[Dataset entries]
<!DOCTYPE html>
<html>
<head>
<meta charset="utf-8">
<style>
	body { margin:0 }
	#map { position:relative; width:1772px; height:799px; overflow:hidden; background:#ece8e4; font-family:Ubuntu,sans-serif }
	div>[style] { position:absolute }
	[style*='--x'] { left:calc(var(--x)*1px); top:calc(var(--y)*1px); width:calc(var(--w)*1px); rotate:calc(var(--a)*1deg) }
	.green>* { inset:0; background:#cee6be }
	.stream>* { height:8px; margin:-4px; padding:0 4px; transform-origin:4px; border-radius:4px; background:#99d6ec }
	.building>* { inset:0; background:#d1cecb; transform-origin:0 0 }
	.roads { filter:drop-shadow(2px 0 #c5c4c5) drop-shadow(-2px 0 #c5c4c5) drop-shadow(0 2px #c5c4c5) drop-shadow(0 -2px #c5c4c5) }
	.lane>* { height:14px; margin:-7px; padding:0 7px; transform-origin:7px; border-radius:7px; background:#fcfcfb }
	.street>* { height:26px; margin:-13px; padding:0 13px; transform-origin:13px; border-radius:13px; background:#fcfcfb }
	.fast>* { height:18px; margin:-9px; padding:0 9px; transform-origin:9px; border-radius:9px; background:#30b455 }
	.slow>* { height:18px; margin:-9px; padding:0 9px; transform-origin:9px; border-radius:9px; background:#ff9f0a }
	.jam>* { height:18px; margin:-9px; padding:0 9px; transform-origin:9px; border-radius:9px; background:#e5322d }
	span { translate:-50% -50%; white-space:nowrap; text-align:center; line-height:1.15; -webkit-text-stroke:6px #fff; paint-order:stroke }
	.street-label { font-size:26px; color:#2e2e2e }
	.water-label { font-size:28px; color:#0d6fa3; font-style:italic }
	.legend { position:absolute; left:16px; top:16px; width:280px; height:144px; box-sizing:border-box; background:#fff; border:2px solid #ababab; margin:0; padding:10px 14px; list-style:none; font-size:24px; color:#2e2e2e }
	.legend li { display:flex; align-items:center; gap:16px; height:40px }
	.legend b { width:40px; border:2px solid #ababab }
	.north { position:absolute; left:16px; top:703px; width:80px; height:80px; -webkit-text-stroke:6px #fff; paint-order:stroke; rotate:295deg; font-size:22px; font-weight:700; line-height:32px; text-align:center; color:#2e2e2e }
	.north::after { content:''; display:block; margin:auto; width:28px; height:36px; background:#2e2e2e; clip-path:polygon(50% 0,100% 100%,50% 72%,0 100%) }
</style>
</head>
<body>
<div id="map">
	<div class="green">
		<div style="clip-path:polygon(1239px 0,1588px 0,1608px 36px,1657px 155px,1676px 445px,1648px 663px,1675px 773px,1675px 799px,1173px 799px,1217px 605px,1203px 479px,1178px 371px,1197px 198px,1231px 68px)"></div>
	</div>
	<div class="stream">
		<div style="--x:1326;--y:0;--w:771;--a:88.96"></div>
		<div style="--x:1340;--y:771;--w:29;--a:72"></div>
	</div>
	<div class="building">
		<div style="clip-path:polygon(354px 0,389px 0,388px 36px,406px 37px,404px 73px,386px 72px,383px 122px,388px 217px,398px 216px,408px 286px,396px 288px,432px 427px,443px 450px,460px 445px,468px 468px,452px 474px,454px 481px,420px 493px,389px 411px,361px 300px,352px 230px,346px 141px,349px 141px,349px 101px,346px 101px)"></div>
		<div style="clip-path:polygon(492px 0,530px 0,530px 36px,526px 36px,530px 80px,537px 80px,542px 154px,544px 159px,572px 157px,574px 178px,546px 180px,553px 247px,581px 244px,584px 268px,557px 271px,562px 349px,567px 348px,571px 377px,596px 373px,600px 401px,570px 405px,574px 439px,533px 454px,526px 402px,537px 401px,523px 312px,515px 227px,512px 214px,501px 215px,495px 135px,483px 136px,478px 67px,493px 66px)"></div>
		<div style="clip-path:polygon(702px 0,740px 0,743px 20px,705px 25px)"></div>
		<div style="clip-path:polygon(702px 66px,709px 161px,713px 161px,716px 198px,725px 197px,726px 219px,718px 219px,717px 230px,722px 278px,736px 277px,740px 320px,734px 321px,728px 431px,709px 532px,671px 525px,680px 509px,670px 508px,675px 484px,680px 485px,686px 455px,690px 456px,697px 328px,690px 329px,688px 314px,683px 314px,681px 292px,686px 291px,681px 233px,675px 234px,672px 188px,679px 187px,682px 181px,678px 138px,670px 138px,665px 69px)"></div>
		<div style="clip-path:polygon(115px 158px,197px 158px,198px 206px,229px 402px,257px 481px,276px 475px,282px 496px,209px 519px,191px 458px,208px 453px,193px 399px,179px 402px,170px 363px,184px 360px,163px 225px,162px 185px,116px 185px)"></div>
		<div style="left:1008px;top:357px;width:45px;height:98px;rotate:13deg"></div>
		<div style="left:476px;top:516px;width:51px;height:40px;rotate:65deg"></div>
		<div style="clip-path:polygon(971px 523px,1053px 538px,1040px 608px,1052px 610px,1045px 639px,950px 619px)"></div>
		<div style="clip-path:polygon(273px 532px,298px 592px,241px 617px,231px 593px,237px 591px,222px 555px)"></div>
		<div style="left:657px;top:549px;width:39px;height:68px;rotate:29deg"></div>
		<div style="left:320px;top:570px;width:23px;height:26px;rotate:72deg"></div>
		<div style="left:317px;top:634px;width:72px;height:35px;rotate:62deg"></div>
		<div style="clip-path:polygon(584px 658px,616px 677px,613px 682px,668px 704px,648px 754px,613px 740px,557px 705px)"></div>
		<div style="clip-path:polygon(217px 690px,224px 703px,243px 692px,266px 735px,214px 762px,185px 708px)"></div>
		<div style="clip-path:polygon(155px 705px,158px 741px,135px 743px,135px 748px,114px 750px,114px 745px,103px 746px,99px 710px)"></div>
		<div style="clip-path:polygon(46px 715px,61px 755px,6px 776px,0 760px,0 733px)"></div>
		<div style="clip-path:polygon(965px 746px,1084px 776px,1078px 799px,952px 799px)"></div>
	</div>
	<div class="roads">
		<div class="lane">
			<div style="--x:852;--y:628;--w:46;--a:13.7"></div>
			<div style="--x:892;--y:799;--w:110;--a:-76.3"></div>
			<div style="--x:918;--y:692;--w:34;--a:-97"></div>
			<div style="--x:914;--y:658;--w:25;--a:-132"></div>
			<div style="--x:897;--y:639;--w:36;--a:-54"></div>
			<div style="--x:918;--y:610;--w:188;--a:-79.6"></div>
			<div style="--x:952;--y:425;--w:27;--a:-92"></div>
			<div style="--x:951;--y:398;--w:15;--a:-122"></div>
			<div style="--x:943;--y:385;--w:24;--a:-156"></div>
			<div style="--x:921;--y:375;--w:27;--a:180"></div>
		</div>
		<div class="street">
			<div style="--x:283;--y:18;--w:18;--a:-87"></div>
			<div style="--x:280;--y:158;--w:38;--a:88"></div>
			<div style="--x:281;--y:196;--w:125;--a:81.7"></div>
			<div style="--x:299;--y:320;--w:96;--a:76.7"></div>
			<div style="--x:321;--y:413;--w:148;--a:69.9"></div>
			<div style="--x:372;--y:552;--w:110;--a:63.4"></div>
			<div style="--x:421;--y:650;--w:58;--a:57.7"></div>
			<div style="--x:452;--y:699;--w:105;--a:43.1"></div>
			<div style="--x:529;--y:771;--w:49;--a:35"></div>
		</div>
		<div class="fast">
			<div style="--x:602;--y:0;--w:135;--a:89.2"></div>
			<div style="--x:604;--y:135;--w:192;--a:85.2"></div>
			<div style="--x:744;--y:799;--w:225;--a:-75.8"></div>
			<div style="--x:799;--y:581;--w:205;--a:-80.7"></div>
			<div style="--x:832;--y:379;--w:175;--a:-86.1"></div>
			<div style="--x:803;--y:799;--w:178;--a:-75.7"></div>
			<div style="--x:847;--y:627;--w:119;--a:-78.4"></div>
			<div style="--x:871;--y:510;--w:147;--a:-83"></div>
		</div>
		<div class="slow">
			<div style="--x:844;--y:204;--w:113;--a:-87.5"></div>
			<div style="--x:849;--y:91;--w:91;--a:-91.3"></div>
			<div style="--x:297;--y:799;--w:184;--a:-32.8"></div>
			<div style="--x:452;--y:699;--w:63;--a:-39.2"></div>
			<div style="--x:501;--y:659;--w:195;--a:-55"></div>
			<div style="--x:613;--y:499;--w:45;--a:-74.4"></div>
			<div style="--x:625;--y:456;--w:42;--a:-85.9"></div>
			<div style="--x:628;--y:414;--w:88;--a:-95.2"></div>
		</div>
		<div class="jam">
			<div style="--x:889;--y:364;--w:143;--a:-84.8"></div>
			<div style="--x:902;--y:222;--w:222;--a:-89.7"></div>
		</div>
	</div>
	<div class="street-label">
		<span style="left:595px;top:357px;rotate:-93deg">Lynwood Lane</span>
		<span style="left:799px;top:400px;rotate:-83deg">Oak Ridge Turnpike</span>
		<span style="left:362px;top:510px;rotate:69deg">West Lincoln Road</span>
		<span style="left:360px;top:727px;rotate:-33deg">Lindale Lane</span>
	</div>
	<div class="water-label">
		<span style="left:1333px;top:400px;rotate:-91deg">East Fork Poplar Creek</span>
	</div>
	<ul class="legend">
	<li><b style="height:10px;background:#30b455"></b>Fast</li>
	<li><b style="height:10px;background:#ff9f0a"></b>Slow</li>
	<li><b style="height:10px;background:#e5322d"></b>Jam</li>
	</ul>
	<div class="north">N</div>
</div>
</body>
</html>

**Task brief**:
Lines from the start of the entries through the one containing "translate:-50% -50%; white-space:nowrap;" are to be set down again exactly, both ends included.

**Task solution**:
<!DOCTYPE html>
<html>
<head>
<meta charset="utf-8">
<style>
	body { margin:0 }
	#map { position:relative; width:1772px; height:799px; overflow:hidden; background:#ece8e4; font-family:Ubuntu,sans-serif }
	div>[style] { position:absolute }
	[style*='--x'] { left:calc(var(--x)*1px); top:calc(var(--y)*1px); width:calc(var(--w)*1px); rotate:calc(var(--a)*1deg) }
	.green>* { inset:0; background:#cee6be }
	.stream>* { height:8px; margin:-4px; padding:0 4px; transform-origin:4px; border-radius:4px; background:#99d6ec }
	.building>* { inset:0; background:#d1cecb; transform-origin:0 0 }
	.roads { filter:drop-shadow(2px 0 #c5c4c5) drop-shadow(-2px 0 #c5c4c5) drop-shadow(0 2px #c5c4c5) drop-shadow(0 -2px #c5c4c5) }
	.lane>* { height:14px; margin:-7px; padding:0 7px; transform-origin:7px; border-radius:7px; background:#fcfcfb }
	.street>* { height:26px; margin:-13px; padding:0 13px; transform-origin:13px; border-radius:13px; background:#fcfcfb }
	.fast>* { height:18px; margin:-9px; padding:0 9px; transform-origin:9px; border-radius:9px; background:#30b455 }
	.slow>* { height:18px; margin:-9px; padding:0 9px; transform-origin:9px; border-radius:9px; background:#ff9f0a }
	.jam>* { height:18px; margin:-9px; padding:0 9px; transform-origin:9px; border-radius:9px; background:#e5322d }
	span { translate:-50% -50%; white-space:nowrap; text-align:center; line-height:1.15; -webkit-text-stroke:6px #fff; paint-order:stroke }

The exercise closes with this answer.